The executive cancels the passage of the Olympic flame in the archipelago

With the ongoing violence, New Caledonia will not be able to receive one of the symbols of the Paris 2024 Olympic Games. The passage of the flame planned for June 11 was canceled because “priority must be given to a return to calm” in the territory. where riots left several dead, explained Sports Minister Amélie Oudéa-Castéra on Saturday.

“I think everyone understands, given the context, priority really to consolidate the return to public order, and then to appeasement,” she declared to the press during the Cup stage. of the sword world in Saint-Maur-des-Fossés, near Paris.

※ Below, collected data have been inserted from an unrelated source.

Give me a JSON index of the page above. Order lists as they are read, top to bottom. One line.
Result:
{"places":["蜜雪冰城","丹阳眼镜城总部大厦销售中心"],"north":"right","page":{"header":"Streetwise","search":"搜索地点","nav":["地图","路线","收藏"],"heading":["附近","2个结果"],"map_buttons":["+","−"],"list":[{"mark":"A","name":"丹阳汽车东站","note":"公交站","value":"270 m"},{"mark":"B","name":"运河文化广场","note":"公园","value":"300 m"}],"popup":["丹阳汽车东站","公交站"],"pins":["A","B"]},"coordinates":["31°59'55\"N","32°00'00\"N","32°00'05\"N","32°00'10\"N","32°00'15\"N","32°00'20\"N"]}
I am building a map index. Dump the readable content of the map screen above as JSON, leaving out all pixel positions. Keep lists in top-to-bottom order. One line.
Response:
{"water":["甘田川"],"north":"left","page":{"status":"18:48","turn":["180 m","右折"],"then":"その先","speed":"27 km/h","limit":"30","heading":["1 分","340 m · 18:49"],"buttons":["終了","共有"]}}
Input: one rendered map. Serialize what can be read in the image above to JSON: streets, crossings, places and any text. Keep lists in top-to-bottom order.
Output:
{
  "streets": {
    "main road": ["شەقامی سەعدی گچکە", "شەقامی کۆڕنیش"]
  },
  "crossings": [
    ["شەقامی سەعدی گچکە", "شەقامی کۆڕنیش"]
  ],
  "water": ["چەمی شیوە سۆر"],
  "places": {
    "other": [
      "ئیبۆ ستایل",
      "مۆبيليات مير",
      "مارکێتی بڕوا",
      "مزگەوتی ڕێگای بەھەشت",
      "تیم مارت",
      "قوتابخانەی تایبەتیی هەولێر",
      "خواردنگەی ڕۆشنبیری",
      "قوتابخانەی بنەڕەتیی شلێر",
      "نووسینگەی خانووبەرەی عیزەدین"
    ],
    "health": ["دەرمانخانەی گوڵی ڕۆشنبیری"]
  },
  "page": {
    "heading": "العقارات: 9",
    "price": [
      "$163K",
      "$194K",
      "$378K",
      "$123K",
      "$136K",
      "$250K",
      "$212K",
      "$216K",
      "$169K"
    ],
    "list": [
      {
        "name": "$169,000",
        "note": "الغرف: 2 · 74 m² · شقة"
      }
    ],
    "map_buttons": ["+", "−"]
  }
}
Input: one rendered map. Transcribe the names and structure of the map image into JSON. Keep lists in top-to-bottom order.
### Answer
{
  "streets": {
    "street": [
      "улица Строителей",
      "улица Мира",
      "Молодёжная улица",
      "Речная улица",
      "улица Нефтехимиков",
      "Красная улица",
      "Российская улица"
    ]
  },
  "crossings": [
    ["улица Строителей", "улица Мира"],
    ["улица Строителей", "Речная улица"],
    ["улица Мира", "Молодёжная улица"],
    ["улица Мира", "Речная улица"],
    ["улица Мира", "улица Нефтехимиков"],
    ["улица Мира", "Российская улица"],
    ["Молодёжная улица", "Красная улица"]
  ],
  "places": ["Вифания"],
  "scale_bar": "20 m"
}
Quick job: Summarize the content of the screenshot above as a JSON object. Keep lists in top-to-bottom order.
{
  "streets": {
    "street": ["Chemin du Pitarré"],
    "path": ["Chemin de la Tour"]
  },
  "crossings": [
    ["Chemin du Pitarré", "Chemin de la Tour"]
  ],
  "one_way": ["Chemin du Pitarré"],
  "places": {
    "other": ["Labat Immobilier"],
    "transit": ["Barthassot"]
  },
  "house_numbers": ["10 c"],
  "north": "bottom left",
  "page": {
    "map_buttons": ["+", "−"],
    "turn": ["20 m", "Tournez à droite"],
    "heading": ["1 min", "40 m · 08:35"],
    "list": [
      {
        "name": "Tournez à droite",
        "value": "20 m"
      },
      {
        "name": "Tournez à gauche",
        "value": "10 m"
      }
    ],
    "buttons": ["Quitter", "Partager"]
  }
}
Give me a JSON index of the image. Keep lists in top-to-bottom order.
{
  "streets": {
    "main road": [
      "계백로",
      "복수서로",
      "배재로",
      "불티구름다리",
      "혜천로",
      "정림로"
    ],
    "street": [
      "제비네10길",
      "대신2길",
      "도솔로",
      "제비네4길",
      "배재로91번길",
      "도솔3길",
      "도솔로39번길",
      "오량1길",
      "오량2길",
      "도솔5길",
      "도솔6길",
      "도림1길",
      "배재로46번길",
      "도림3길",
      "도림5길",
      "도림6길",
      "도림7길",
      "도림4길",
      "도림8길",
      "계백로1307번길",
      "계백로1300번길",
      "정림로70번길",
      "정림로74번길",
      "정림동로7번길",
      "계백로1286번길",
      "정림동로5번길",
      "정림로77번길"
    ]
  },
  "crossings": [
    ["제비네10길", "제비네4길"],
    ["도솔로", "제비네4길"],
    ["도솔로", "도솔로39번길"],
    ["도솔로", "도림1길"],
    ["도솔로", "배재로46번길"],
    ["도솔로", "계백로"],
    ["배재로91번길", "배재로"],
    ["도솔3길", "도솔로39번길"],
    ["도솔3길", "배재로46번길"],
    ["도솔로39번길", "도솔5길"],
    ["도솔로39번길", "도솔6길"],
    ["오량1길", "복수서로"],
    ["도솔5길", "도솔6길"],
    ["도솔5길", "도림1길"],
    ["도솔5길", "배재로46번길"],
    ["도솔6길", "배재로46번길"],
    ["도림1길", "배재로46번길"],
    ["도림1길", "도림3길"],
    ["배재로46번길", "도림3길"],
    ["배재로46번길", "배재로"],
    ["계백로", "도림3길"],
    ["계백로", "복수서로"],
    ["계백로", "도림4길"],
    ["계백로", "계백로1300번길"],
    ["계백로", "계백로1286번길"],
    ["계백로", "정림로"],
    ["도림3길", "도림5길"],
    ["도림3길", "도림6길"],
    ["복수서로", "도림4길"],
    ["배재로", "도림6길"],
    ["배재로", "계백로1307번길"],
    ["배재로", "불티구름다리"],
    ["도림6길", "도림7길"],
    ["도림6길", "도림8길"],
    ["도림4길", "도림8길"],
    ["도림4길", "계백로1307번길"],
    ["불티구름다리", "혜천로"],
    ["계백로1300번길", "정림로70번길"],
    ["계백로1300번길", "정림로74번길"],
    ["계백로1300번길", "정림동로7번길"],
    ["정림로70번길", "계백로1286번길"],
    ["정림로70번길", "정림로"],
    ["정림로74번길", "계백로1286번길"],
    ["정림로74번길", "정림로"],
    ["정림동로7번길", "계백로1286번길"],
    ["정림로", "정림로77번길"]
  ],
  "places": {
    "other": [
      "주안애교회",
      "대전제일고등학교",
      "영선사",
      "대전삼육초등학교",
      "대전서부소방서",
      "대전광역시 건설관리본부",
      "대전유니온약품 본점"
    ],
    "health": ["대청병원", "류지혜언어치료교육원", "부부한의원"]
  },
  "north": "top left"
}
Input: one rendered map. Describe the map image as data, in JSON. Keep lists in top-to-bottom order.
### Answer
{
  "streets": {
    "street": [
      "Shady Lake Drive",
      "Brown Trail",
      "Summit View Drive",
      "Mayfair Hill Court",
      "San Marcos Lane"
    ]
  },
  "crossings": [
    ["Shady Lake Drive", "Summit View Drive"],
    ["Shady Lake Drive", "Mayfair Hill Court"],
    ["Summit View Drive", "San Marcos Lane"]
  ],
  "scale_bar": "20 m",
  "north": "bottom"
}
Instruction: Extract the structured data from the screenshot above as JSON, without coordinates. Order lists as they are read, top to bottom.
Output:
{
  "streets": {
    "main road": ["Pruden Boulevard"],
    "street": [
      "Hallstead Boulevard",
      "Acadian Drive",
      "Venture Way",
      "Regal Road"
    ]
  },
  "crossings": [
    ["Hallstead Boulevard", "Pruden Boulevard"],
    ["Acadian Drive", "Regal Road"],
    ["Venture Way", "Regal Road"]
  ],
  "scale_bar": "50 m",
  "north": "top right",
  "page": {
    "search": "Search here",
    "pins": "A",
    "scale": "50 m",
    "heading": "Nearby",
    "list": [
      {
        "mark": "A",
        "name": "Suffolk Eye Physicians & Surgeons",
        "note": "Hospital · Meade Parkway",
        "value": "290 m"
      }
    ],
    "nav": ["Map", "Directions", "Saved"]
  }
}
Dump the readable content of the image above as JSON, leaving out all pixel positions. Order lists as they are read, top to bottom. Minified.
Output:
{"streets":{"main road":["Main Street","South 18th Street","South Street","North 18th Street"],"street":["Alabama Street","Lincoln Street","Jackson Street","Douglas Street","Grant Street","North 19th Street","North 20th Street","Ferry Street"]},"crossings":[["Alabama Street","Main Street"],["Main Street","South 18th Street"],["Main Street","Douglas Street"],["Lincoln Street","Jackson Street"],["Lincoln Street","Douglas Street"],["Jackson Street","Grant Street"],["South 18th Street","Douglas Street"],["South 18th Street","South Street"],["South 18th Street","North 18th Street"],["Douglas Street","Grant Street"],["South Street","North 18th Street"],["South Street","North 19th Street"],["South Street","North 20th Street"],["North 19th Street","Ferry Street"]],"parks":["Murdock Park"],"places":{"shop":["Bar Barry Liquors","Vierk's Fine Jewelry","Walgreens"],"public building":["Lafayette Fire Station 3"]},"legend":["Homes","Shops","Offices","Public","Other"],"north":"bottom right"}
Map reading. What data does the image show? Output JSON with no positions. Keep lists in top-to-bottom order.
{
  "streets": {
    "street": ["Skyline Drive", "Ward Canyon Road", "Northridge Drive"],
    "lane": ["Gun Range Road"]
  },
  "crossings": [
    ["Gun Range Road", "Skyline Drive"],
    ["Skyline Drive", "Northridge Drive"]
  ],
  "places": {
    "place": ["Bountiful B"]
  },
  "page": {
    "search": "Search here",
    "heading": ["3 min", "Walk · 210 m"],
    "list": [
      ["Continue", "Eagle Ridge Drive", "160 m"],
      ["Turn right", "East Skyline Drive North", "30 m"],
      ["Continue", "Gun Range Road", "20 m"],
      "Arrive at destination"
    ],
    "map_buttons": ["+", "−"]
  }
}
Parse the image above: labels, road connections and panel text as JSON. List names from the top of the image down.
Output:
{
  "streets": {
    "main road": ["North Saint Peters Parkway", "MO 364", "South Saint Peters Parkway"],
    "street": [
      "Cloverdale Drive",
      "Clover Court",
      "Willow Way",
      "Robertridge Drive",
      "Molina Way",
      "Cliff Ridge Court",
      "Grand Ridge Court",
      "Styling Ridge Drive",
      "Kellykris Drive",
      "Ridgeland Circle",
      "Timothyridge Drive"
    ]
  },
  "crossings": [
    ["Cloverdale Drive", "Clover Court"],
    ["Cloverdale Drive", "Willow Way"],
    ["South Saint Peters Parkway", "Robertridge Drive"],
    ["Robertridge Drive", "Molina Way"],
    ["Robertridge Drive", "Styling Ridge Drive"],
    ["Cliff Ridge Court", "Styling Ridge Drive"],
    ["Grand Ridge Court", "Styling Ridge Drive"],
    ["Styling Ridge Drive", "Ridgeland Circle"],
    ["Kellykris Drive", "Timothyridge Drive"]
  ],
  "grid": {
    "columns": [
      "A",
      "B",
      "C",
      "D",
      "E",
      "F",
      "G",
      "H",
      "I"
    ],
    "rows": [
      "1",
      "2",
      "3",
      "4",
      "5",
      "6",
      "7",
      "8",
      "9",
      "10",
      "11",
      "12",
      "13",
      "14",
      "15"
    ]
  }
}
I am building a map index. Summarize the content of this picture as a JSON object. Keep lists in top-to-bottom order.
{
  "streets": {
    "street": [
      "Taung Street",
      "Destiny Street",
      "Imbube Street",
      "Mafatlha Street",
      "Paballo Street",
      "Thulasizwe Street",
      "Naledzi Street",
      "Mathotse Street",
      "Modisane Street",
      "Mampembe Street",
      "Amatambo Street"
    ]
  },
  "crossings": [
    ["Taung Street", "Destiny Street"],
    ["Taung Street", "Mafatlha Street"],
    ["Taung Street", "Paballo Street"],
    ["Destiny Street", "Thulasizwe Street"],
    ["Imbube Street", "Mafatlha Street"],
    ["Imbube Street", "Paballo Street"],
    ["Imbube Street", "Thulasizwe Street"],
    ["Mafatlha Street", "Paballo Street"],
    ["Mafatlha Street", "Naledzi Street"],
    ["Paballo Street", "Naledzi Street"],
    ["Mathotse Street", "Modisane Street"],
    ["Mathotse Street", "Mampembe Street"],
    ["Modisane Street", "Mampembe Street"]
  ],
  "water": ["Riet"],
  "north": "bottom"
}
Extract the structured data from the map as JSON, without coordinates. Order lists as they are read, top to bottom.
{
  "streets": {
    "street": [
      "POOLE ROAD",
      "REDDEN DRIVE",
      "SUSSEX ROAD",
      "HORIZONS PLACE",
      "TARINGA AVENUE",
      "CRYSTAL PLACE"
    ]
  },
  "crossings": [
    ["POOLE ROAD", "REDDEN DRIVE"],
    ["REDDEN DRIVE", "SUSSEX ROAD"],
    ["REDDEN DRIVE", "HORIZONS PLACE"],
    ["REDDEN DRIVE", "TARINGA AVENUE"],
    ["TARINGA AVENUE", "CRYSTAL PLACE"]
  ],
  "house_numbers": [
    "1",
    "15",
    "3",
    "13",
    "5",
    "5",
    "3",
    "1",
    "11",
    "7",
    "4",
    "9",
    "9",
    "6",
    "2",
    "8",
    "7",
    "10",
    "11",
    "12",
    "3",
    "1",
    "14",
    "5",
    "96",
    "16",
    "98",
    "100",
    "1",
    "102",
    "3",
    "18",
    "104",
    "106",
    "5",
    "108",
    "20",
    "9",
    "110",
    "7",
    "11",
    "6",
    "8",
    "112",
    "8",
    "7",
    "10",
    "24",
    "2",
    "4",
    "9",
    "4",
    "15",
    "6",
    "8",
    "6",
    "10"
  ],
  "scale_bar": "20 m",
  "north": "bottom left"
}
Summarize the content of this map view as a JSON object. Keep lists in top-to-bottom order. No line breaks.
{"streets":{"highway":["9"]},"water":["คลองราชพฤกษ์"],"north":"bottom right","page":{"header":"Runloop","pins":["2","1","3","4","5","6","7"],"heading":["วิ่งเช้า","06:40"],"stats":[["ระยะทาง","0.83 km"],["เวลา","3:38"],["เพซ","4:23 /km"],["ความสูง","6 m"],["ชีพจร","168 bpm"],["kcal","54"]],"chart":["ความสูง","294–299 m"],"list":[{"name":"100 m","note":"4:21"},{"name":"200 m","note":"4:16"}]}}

The situation “far from a return to appeasement”

“Priority to the safety of residents, priority to a return to calm, and priority to the political improvement of the situation”, also affirmed the minister while the violence linked to the riots in New Caledonia continued on Saturday with a sixth death in six days, according to the authorities, and a situation “far from a return to appeasement” according to the mayor of Nouméa.

Friday, Prime Minister Gabriel Attal announced the cancellation of the passage of the flame through the archipelago during a meeting with parliamentarians in Matignon, according to consistent sources.

Difficulties linked to logistics and security

“Everyone understands, we would have liked to be able to share this moment” even if “by June 11, there may be favorable developments,” said the minister responsible for the 2024 Olympics in Paris, referring to the difficulties linked logistics and security. “To be ready on June 11, it’s a whole countdown and operations of prospecting, verification, shadowing that must be carried out. And the police, the military, today are busy restoring calm, restoring order,” she added.

Arriving with great fanfare on May 8 in Marseille aboard the three-masted Belem, the Olympic flame must cross all of France, with passages in the overseas territories, to finish its route on the banks of the Seine, on July 26, and set ablaze. the cauldron during the opening ceremony of the 2024 Olympic Games in Paris, the third Parisian Games after 1900 and 1924.